ASSIGNMENT
Would you find each line in the entries below with the string "text" and copy it?

DATA TO EXAMINE

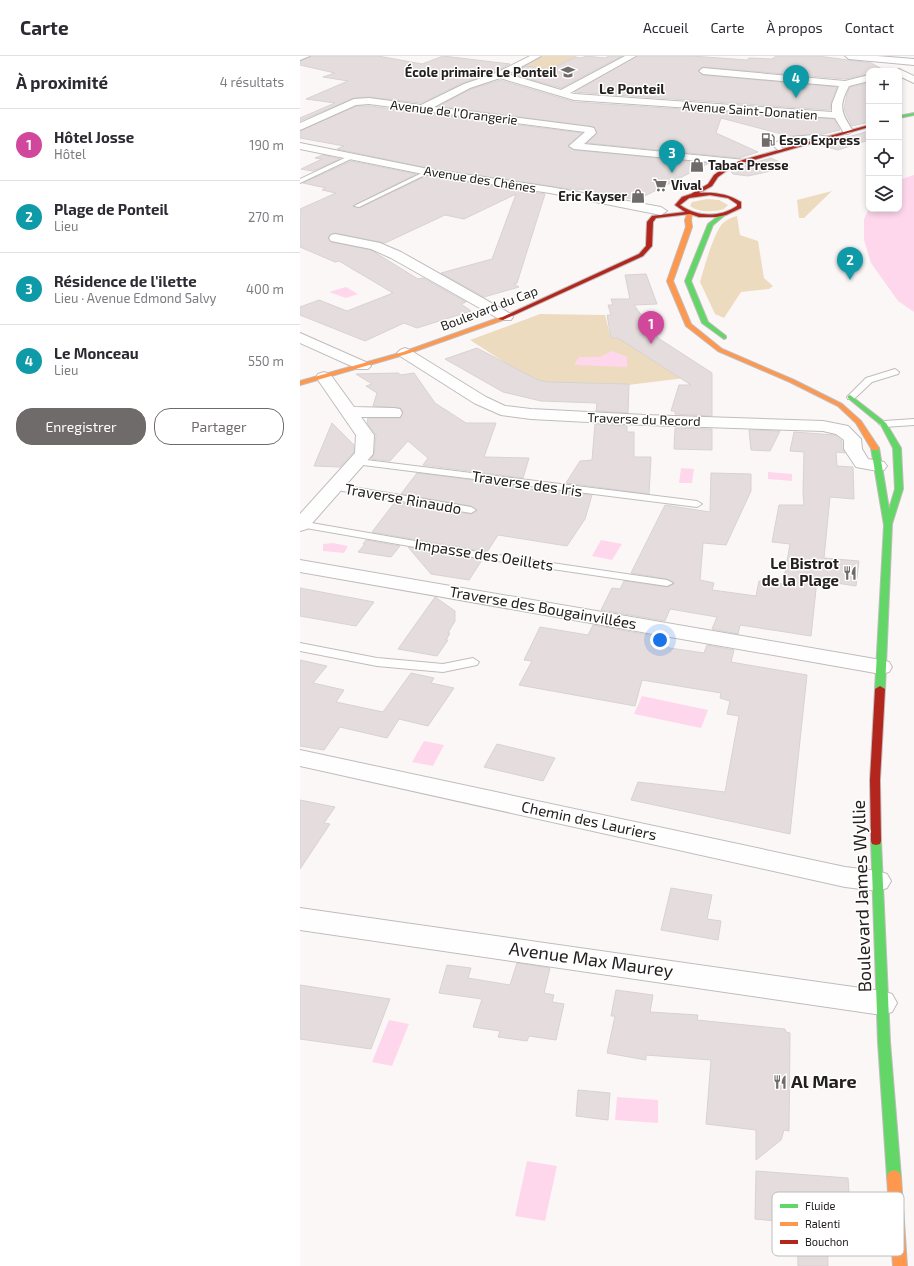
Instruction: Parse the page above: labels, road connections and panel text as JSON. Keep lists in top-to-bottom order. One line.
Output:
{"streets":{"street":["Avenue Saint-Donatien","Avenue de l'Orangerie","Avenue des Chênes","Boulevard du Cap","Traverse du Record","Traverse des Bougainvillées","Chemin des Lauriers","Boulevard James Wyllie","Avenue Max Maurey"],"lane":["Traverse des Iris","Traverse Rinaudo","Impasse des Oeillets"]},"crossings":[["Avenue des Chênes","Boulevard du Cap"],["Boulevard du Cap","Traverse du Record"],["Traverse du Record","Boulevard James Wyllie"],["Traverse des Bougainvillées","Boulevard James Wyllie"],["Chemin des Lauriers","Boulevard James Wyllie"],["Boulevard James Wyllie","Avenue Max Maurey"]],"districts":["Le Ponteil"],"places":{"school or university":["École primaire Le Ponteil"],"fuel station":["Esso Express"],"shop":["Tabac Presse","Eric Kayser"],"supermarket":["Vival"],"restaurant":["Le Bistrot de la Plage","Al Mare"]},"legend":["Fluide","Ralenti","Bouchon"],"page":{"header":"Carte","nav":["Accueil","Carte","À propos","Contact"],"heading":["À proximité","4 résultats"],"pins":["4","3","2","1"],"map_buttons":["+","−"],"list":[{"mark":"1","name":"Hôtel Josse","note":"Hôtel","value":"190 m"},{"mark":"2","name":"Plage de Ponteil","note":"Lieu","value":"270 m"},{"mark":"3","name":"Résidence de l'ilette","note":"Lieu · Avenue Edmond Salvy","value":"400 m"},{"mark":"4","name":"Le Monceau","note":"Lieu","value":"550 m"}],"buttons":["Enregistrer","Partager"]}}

--

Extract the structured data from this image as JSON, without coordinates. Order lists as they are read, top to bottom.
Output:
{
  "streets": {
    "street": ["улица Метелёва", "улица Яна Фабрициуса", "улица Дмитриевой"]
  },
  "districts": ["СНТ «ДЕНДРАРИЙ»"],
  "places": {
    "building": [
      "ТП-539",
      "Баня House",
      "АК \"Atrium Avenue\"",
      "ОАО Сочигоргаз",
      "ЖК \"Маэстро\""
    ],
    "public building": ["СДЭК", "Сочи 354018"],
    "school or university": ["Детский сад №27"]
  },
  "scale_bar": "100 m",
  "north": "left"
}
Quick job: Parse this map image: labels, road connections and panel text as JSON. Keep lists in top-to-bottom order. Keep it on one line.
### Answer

---

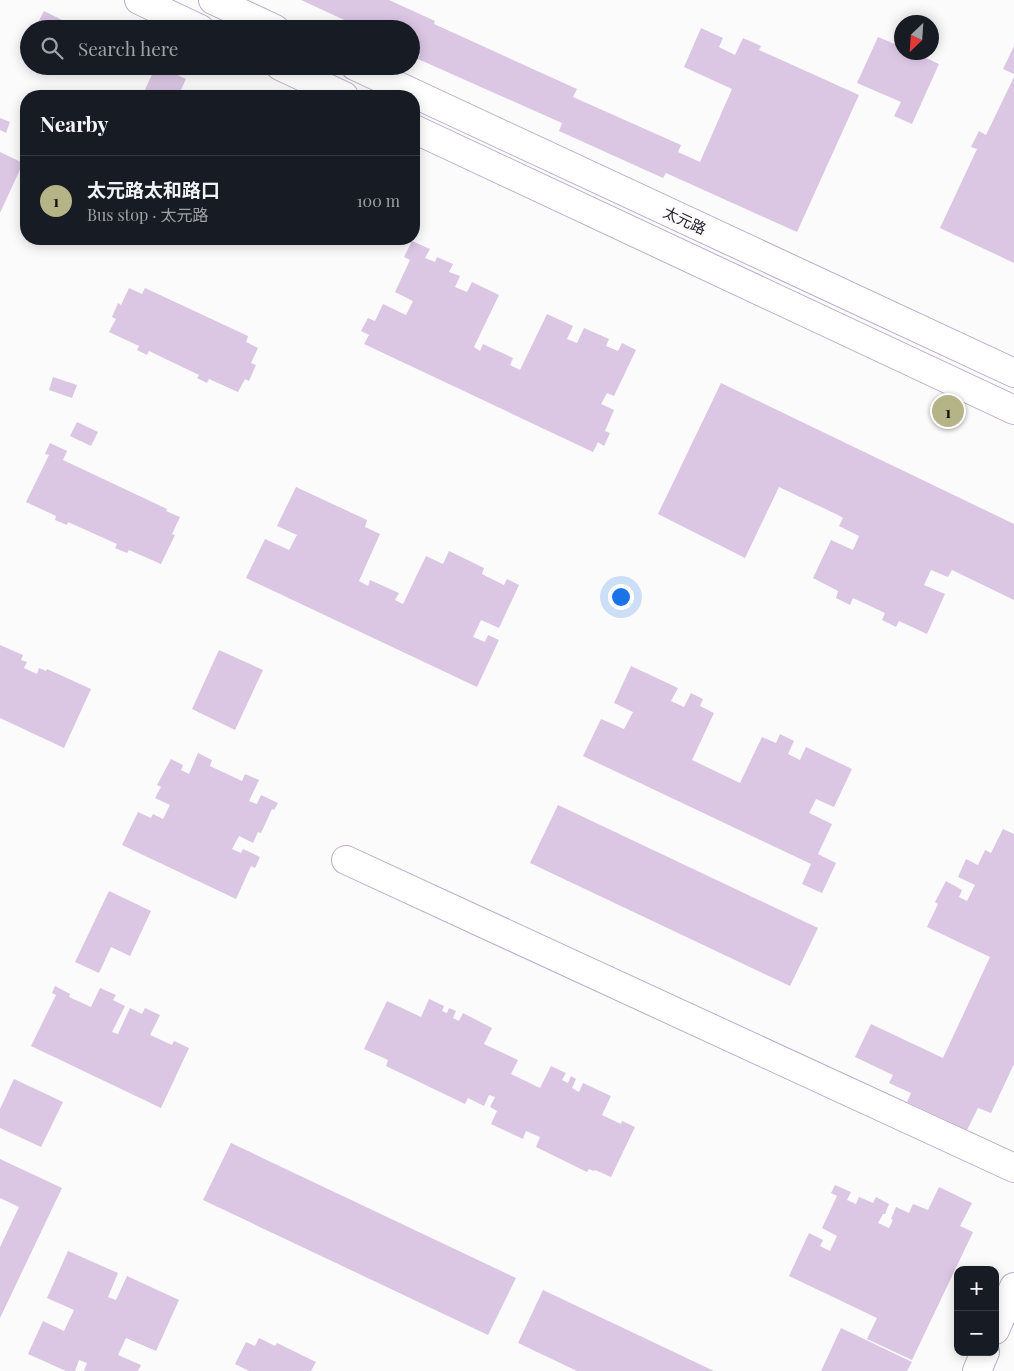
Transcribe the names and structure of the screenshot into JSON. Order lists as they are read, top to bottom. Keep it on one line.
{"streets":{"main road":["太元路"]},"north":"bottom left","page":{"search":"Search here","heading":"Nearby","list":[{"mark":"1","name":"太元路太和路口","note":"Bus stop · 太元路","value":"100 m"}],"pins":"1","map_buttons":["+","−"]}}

SOLUTION TO THE EXERCISE
Instruction: Parse the page above: labels, road connections and panel text as JSON. Keep lists in top-to-bottom order. One line.
Quick job: Parse this map image: labels, road connections and panel text as JSON. Keep lists in top-to-bottom order. Keep it on one line.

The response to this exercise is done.